The Worship Mall begins by setting the scene of the postmodern world. Spinks discusses that consumerism is one of the main characteristics of this era and briefly analyzes the “Mall” culture’s effect on society, in particular, characteristics of Generation Y. It seems one conclusion is that Generation Y should be more open to religion, but do not always have the background to go deeper or ask the hard questions (p. xxii). The end of the introduction lays out two claims:
1). Religion is in competition with all the leisure and entertainment industries and consumerism is both leisure and entertainment.
2). The very fact that there are different trends in contemporary worship suggests that worship styles too represent a mall, offered by different churches to suit your personal taste or spirituality, all enticing in different ways, and in competition with one another (p. xxiii).
From this brief, but engaging introduction, Spinks then leads us on a journey of exploration through various postmodern worship trends. In each chapter, Spinks provides some concrete examples of various models. He presents a brief history of the movement and then outlines their worship service. This survey is eye opening and intriguing. I think this survey provides a thorough introduction to these various trends. Spinks’ analysis is only a beginning and invites the reader (or a future doctoral student!) to take the next step. What long-term effects will current trends have on religion and religious experience?

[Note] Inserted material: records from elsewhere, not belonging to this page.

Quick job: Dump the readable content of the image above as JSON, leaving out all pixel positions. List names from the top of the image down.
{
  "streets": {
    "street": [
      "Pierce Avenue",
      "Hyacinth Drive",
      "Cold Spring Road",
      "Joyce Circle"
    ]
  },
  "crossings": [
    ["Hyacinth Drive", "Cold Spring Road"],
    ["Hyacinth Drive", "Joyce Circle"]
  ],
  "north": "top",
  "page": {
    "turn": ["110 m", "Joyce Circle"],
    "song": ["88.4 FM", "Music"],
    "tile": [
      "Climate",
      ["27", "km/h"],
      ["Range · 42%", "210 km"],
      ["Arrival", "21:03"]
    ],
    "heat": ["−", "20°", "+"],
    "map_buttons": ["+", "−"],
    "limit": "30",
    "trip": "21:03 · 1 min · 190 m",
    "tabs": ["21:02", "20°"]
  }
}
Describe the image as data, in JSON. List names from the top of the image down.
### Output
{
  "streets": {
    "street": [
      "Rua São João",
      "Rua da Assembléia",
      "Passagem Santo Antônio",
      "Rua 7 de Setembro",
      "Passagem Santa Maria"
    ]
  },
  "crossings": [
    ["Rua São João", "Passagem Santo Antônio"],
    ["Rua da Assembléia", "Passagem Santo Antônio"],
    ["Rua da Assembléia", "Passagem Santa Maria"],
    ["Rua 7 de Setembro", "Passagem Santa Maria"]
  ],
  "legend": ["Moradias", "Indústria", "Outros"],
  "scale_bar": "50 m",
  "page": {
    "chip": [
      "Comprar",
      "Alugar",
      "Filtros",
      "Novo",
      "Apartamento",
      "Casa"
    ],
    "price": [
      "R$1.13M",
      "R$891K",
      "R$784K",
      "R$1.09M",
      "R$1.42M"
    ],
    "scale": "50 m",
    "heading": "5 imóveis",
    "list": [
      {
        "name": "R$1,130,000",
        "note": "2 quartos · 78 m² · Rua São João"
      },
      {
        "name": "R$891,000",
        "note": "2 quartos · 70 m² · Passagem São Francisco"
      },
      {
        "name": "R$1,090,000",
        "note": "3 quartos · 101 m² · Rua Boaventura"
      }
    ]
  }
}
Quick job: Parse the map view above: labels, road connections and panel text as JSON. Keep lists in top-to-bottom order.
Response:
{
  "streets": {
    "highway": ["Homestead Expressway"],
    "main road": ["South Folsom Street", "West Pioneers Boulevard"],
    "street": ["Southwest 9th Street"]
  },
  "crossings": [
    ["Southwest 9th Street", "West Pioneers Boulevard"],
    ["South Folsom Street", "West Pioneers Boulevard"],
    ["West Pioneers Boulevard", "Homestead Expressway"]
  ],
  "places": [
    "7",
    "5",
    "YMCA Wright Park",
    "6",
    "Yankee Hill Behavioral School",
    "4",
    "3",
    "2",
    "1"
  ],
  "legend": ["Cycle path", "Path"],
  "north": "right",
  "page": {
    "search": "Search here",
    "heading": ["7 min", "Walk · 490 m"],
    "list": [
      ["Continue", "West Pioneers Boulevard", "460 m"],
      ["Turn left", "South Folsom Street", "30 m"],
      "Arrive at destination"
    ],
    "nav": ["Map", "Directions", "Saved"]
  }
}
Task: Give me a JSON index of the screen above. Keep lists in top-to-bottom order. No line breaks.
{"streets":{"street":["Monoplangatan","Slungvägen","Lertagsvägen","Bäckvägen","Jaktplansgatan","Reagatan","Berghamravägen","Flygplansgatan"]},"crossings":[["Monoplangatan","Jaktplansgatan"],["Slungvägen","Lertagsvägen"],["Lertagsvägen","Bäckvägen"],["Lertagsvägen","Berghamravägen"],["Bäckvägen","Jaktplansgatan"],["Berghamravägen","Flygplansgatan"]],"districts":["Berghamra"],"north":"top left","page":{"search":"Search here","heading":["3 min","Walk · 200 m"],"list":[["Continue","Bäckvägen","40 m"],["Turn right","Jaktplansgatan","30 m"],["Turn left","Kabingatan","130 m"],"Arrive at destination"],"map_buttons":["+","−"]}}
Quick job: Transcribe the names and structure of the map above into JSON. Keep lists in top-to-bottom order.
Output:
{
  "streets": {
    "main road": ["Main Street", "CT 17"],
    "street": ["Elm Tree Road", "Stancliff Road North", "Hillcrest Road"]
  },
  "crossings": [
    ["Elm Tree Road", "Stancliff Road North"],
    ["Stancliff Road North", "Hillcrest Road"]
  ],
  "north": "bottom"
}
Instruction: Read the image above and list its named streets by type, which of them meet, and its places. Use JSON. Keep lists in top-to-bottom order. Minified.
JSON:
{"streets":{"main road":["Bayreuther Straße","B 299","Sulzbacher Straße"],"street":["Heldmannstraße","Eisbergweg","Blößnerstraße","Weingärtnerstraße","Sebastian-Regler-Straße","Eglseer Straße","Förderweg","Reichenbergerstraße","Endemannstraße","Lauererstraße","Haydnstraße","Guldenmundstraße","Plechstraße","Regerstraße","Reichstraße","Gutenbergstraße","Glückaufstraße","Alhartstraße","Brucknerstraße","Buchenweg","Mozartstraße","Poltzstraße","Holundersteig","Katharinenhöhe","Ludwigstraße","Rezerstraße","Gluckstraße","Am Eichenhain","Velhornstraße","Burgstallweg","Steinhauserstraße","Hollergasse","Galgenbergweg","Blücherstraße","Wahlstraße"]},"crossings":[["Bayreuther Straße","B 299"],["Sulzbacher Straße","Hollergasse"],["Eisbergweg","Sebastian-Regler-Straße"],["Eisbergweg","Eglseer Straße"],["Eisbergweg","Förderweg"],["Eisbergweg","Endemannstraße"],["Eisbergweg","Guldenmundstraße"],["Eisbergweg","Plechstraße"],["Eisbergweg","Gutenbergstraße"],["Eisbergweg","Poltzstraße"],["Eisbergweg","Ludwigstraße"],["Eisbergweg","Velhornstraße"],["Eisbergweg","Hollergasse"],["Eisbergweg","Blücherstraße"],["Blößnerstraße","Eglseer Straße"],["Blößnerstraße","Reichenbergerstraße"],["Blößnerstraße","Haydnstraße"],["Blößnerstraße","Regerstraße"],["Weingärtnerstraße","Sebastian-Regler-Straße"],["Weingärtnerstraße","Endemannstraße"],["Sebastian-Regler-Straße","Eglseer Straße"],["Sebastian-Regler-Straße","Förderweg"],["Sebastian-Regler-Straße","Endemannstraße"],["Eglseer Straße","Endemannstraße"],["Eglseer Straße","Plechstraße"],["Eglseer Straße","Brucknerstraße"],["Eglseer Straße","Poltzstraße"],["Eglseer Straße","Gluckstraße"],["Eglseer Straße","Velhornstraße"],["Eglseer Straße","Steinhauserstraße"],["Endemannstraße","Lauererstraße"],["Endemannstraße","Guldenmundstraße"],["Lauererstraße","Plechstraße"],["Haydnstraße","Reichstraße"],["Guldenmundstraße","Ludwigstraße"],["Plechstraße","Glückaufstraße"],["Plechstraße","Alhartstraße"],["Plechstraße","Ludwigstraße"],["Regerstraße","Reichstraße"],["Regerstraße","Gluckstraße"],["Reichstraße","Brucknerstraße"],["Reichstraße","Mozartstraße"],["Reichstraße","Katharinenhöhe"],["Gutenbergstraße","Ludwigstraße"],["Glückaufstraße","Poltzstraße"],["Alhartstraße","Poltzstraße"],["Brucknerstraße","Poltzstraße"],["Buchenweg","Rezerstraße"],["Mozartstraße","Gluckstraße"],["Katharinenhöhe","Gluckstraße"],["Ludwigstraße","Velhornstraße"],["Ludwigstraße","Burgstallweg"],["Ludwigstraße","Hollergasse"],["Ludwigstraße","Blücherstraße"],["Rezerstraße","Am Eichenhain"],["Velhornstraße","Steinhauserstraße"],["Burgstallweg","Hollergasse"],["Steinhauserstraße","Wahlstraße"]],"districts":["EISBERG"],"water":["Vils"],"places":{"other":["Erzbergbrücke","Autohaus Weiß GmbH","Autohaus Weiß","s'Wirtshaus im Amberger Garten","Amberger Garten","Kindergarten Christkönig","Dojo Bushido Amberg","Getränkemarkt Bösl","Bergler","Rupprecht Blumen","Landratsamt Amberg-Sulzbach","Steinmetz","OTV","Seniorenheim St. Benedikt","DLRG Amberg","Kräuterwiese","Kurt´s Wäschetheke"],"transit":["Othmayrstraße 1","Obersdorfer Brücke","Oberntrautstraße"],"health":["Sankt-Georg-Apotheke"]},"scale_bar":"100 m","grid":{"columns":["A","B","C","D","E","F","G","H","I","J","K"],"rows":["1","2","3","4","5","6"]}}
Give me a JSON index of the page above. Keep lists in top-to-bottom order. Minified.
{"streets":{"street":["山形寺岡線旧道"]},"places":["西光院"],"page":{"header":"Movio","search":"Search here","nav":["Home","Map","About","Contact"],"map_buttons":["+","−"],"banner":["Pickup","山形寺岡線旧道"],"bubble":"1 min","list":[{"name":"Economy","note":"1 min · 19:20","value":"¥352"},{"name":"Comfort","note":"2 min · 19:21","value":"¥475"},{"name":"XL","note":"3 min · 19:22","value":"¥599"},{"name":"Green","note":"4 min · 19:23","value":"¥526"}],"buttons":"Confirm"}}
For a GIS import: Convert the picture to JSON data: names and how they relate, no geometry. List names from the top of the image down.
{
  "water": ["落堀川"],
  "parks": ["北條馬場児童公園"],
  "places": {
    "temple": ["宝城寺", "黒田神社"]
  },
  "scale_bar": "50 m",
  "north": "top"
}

As you can see, he covers quite far-flung topics:
- Blended, fusion or synthesis worship (The U2 Eucharist, Duke Ellington Mass, Hip-Hop Eucharist)
- Consciously postmodern: alt., emerging and liquid worship (Nine O’Clock service)
- Entertaining worship or worship as entertainment? Megachurch, seeker services and multi-sensory worship (Robert Schuller, Joel Osteen, Willow Creek, Saddleback)
- Praise and Worship songs and worship in the charismatic churches (music and personality worship, Hillsong and Darlene Zschech)
- On the margins of corporate global postmodern culture (African Independent Churches, Korean Minjung Eucharists and Kuk-Ak Worship, Appalachian Mountain Religion and Taking Up Serpents)
- Contemporary “Celtic worship” (Iona Community; Celtic Eucharists)
- A variety of post-Vatican II liturgies (from the reclaiming of the 1962 rite to various pick-and-mix liturgies)
Spinks’ project is descriptive rather than evaluative, but as I read each chapter, questions abounded which deserve further treatment and conversation: In a society that is focused on individual success and gratification, how is our worship affected? Are the adaptations to existing models helpful? Do the new models reinforce consumerist and entertainment attitudes? How is ritual affected? The Worship Mall doesn’t necessarily provide clear answers to these questions, but Spinks does provide some insightful and provoking observations on how these worship trends engage and influence the “shopper.”
A line from the last paragraph of the book has stuck with me, “ Liturgy should entice and enchant us not only to desire, but also fall in love with God the Trinity, and thereby love our neighbours” (p. 216). Although his project is primarily descriptive, this idea can serve as a tool for evaluation for those planning liturgy and seeking a place of worship.